Professor Mercalli's observations were made at forty-eight places, and in only six cases were they the same as those used by his predecessor. He also notices that most of the azimuths converge towards Casamenella, and intersect within an elongated area. This area runs in the same direction as Dr. Johnston-Lavis's meizoseismal band, but is less elongated, and situated a short distance farther to the south, though on the whole the agreement between the two areas is remarkably close.

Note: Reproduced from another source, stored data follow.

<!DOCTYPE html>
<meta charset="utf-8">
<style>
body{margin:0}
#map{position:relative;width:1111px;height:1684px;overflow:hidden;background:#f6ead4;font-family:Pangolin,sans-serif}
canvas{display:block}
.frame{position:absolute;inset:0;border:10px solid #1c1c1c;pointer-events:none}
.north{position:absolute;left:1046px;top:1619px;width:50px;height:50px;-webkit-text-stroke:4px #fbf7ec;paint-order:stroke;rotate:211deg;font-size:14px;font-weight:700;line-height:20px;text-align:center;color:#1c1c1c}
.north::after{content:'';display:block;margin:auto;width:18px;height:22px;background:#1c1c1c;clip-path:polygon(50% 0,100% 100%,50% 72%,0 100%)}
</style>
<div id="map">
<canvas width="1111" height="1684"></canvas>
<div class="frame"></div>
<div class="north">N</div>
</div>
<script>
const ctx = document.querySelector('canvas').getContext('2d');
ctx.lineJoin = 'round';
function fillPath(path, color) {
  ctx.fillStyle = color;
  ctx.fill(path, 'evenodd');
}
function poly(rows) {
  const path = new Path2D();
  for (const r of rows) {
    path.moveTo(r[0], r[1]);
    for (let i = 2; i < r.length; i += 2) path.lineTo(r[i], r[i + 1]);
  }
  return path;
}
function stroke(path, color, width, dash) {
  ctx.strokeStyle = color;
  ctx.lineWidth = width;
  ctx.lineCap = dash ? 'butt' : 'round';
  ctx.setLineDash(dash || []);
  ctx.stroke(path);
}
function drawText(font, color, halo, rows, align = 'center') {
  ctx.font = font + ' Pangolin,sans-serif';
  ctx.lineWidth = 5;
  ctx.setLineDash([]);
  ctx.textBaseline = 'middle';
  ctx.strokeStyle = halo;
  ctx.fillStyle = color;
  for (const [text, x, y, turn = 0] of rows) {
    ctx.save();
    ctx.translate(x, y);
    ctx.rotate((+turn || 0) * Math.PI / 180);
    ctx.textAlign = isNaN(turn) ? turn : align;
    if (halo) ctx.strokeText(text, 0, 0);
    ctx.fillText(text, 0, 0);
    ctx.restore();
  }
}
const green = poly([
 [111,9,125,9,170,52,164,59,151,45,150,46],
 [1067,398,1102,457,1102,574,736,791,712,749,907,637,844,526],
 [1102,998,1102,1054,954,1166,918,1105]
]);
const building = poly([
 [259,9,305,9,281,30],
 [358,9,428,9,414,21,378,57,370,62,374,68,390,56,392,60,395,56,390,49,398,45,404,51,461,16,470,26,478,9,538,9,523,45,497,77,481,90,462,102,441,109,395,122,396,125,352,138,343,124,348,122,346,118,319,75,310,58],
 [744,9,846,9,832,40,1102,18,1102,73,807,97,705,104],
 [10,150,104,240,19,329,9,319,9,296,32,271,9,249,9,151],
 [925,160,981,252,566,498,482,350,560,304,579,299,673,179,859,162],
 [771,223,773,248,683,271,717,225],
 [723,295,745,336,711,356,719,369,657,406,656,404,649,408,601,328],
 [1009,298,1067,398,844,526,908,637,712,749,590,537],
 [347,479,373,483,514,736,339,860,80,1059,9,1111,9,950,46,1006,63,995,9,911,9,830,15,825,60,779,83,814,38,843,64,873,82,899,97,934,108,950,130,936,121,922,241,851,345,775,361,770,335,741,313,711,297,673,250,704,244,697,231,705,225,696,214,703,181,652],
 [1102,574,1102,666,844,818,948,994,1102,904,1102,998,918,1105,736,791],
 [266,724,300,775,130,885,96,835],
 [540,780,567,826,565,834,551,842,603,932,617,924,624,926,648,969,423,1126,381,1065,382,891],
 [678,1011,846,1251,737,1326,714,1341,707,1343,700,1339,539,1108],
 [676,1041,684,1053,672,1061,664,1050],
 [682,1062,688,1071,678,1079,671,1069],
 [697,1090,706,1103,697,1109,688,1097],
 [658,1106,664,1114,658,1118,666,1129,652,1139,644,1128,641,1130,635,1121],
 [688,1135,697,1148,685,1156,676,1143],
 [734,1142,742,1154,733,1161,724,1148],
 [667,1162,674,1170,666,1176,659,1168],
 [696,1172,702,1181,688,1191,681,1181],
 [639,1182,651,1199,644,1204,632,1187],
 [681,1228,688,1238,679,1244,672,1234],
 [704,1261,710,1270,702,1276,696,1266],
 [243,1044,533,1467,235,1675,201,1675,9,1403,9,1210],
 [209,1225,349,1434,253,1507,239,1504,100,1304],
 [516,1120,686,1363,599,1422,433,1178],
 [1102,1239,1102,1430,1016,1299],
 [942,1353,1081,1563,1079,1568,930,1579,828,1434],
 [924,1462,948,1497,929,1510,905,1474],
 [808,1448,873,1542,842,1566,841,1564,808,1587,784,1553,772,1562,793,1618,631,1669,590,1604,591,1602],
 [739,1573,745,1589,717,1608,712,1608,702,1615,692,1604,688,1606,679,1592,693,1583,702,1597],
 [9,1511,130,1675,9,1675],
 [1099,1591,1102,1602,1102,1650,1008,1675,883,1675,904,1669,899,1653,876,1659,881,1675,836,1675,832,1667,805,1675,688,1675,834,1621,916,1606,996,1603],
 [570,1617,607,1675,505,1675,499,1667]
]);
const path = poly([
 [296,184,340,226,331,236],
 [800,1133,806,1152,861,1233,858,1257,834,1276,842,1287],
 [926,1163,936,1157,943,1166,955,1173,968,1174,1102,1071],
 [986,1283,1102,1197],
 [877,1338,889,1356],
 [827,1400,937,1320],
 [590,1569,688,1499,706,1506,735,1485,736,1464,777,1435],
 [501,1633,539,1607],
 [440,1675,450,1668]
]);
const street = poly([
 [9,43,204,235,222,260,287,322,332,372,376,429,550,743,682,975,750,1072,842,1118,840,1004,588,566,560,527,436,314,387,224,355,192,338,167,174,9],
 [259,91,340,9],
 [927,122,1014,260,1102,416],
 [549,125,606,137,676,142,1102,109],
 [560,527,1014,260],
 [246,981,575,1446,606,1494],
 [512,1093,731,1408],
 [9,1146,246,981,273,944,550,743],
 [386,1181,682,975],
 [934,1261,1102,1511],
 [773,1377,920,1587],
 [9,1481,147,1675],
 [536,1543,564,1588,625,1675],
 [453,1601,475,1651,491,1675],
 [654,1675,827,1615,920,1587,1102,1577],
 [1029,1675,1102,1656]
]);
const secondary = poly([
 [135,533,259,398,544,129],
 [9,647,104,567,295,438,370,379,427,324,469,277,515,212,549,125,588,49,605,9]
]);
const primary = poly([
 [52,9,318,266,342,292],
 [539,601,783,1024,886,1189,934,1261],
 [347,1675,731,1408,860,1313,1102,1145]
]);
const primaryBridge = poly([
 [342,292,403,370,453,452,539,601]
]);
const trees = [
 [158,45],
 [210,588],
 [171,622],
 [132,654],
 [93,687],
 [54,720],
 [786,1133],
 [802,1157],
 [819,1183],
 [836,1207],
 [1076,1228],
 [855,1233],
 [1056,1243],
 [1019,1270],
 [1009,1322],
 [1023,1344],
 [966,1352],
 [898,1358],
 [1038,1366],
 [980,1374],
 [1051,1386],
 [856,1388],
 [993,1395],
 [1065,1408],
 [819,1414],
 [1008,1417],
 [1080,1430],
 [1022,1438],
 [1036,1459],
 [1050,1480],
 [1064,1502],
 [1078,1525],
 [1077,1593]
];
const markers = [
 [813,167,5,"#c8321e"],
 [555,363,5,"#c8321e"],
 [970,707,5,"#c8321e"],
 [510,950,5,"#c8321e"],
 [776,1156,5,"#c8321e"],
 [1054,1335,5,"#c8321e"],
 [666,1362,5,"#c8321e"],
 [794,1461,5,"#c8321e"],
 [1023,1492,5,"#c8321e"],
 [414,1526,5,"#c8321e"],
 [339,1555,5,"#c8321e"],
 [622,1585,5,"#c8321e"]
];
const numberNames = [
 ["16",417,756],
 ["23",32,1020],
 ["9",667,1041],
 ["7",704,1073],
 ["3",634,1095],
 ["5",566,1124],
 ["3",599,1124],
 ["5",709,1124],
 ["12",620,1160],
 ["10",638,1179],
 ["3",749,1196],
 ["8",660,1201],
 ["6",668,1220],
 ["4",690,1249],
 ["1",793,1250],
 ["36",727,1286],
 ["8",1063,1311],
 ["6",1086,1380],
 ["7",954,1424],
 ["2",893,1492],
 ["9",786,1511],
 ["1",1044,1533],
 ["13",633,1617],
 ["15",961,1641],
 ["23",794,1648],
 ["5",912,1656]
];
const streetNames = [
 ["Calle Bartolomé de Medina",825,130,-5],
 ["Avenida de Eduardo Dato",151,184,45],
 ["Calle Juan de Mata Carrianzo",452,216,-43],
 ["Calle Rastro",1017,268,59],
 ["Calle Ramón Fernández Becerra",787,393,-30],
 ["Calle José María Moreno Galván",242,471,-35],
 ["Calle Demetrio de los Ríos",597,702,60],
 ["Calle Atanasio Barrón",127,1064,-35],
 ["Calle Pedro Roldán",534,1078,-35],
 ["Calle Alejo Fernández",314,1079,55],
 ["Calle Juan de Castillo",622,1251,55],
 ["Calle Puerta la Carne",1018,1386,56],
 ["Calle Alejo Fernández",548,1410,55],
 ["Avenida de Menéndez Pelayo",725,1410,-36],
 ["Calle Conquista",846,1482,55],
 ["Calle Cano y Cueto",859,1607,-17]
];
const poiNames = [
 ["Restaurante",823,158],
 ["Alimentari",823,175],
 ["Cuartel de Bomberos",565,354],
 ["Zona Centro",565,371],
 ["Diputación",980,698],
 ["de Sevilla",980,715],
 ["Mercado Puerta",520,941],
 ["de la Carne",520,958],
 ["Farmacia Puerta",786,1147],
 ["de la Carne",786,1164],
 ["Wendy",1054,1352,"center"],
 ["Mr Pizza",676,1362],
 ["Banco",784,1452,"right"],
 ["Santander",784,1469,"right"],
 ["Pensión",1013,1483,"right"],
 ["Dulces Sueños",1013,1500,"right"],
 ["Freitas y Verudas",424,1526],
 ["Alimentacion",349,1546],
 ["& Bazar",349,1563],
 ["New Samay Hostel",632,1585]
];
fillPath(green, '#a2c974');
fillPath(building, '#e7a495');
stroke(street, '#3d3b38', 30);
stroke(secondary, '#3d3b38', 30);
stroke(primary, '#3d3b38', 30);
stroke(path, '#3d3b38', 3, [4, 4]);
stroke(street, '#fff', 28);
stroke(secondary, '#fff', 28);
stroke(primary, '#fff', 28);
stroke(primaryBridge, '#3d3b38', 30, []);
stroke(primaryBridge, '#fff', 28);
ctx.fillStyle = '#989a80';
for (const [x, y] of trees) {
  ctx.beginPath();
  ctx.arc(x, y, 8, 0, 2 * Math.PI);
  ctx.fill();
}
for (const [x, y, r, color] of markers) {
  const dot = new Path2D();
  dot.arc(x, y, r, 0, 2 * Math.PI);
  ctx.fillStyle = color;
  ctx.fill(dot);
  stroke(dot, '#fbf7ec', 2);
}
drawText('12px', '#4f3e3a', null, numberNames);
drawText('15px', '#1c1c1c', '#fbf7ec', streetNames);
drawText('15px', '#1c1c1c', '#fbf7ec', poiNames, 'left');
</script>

There was again apparently a second epicentre at Fontana. In this town, according to Dr. Johnston-Lavis, there were two distinct types of damage. As in 1881, there was evidence of a vertical blow, the only one that absolutely ruined houses; but, in addition, there was another independent set of fissures, quite as widely distributed as the others, though evidently caused by a less violent movement. These indicated a wave-path with a low angle of emergence coming from between north and north-north-west, or almost exactly in the line of meizoseismal band. To the south of Fontana, however, there is a group of places, including Panza, Serrara, Barano, etc., where the azimuths diverged rather widely from the epicentre at Casamenella. These azimuths are twelve in number, and it is worthy of notice that they all intersected the crater of Epomeo, while half of them passed within a few hundred yards of Fontana.

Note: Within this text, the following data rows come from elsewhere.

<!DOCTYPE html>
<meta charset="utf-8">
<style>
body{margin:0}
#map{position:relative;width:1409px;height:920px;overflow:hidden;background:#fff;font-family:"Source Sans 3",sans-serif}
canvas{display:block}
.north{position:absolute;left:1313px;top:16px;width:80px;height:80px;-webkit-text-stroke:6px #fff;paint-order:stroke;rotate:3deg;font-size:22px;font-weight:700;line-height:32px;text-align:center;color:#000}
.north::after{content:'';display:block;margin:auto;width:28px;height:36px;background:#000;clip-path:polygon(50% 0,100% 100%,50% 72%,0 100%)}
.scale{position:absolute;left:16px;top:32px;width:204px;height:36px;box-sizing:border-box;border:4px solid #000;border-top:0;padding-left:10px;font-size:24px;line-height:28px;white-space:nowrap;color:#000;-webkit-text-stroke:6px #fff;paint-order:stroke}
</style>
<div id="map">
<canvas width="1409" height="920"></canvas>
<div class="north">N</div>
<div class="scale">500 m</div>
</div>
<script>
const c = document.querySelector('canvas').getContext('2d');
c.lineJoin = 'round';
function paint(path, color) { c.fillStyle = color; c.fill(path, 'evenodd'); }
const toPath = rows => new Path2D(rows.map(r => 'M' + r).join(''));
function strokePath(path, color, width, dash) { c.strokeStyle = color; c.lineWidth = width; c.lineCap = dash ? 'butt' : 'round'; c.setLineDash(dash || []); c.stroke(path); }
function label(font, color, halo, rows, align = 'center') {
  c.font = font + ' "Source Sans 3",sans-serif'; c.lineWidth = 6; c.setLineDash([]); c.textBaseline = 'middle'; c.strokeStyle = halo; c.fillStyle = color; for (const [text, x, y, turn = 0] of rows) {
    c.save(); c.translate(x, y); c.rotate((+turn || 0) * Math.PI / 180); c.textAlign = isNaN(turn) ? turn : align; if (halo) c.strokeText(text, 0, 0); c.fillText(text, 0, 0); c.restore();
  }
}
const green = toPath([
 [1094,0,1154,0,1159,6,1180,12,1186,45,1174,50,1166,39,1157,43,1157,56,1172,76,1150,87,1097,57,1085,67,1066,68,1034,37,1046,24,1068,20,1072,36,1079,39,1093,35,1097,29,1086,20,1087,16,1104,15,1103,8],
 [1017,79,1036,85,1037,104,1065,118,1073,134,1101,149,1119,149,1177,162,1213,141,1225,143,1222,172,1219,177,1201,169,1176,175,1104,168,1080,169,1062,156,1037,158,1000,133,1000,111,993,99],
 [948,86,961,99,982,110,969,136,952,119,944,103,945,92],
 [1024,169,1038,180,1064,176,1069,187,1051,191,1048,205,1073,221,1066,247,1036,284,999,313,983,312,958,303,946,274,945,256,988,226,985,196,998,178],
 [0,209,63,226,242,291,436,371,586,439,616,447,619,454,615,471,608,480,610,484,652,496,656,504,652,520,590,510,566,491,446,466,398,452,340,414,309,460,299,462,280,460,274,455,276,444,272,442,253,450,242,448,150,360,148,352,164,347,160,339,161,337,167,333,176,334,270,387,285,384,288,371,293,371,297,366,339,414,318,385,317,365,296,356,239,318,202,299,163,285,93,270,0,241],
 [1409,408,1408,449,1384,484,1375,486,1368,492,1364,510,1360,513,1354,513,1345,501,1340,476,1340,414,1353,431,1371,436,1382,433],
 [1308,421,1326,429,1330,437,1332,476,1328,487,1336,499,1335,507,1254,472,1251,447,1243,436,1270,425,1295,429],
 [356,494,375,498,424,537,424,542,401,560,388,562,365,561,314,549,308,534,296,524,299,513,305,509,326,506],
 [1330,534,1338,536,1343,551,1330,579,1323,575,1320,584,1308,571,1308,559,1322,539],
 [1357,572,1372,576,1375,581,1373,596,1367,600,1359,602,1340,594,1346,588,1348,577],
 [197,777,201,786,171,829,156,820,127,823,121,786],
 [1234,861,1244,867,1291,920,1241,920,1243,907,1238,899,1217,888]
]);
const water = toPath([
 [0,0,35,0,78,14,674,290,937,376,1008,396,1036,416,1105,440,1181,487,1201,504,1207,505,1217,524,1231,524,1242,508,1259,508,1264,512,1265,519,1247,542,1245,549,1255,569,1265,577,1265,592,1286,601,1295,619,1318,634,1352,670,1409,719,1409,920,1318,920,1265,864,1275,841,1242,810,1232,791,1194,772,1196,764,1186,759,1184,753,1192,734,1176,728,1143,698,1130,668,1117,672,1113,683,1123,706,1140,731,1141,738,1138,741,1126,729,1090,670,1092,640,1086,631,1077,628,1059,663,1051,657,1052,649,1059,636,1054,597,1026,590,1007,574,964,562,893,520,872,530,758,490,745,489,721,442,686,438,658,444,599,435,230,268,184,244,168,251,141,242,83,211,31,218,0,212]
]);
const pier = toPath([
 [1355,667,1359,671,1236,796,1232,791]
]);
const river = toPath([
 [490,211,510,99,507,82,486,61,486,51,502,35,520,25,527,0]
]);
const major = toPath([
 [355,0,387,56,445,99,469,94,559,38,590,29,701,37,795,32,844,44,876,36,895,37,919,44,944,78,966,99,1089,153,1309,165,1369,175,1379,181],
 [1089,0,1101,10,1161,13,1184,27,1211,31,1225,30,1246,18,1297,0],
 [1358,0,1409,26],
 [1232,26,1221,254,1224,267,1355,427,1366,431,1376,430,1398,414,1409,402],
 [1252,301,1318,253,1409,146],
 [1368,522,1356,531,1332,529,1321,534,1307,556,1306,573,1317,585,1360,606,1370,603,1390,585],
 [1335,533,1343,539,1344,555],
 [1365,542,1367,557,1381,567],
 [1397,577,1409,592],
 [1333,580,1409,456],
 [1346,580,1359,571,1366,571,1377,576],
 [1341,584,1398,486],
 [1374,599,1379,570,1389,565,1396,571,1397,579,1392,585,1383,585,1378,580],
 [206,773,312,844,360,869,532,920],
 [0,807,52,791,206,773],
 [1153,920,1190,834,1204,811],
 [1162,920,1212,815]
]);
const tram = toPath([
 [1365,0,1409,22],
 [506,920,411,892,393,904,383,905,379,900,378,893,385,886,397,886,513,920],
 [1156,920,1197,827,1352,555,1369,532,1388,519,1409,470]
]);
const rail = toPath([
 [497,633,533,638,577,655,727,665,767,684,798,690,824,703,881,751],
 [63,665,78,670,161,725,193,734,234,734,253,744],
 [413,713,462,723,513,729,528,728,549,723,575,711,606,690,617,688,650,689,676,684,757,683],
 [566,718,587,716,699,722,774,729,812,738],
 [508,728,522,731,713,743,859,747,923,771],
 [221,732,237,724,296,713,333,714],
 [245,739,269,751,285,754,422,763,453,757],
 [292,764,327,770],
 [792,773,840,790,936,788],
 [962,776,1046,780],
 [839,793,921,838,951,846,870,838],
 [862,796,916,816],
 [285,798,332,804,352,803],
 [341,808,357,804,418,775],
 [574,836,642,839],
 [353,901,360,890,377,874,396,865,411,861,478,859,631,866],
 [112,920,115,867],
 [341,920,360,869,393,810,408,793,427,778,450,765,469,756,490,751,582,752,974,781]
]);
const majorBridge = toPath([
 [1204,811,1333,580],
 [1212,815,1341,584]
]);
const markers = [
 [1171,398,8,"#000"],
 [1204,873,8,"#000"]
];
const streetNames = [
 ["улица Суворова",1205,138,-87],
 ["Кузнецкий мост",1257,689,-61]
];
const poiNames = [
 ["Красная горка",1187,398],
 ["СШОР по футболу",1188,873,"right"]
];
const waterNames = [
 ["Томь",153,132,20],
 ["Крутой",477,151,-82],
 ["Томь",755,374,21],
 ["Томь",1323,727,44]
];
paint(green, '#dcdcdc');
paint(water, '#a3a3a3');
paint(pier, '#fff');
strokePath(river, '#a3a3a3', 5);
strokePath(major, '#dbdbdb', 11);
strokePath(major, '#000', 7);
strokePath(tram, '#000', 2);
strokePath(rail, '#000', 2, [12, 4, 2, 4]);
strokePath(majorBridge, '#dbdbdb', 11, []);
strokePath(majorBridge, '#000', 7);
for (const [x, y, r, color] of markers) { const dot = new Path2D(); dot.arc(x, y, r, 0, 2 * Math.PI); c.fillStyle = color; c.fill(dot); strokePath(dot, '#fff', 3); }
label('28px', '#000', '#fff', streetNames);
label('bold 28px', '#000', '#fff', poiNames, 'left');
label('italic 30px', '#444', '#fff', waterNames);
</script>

DEPTH OF THE SEISMIC FOCUS.
Measurements of the angle of emergence were made by Dr. Johnston-Lavis at twenty-four places, and in every case from fissured walls. The greater part of the diagram on which his results are depicted is reproduced in Fig. 17. The horizontal line, as in Fig. 13, represents the level of the sea, the longer vertical line one passing through the epicentre, and the shorter another through Fontana. The short lines on the left of the former show the incipient wave-paths to places lying east of the epicentre; those on the right, with one exception, represent the wave-paths to places west of the same meridian. Small horizontal marks are inserted on the vertical lines to show the depth in tenths of a mile below the level of the sea.
Fig. 17.—Diagram of wave-paths at seismic vertical of Ischian earthquake of 1883. (Johnston-Lavis.)[ToList]
The six angles of emergence that would give the greatest depth below the epicentre were all measured at places in the south of the island close to the line joining Panza and Barano, and it will be noticed that five of these apparent depths are much greater than those obtained from the other wave-paths. Excluding these observations, the remaining eighteen give depths ranging from about 450 to about 3,350 feet, and a mean depth of 1,730 feet,[24] or nearly one-third of a mile, that is, almost exactly the same as the mean depth found from the earthquake of 1881.
The six exceptional angles of emergence come from the district of divergent azimuths to the south of Epomeo. Three of the corresponding azimuths pass within one-quarter of a mile from the centre of Fontana, and none of the other three more than three-quarters of a mile from the same point. Though disbelieving in a subsidiary focus below this town, Dr. Johnston-Lavis has calculated its mean depth, supposing it to exist, and found it to be about 1,560 feet below the sea level, a result which is remarkably close to the calculated mean depth of the focus near Casamenella.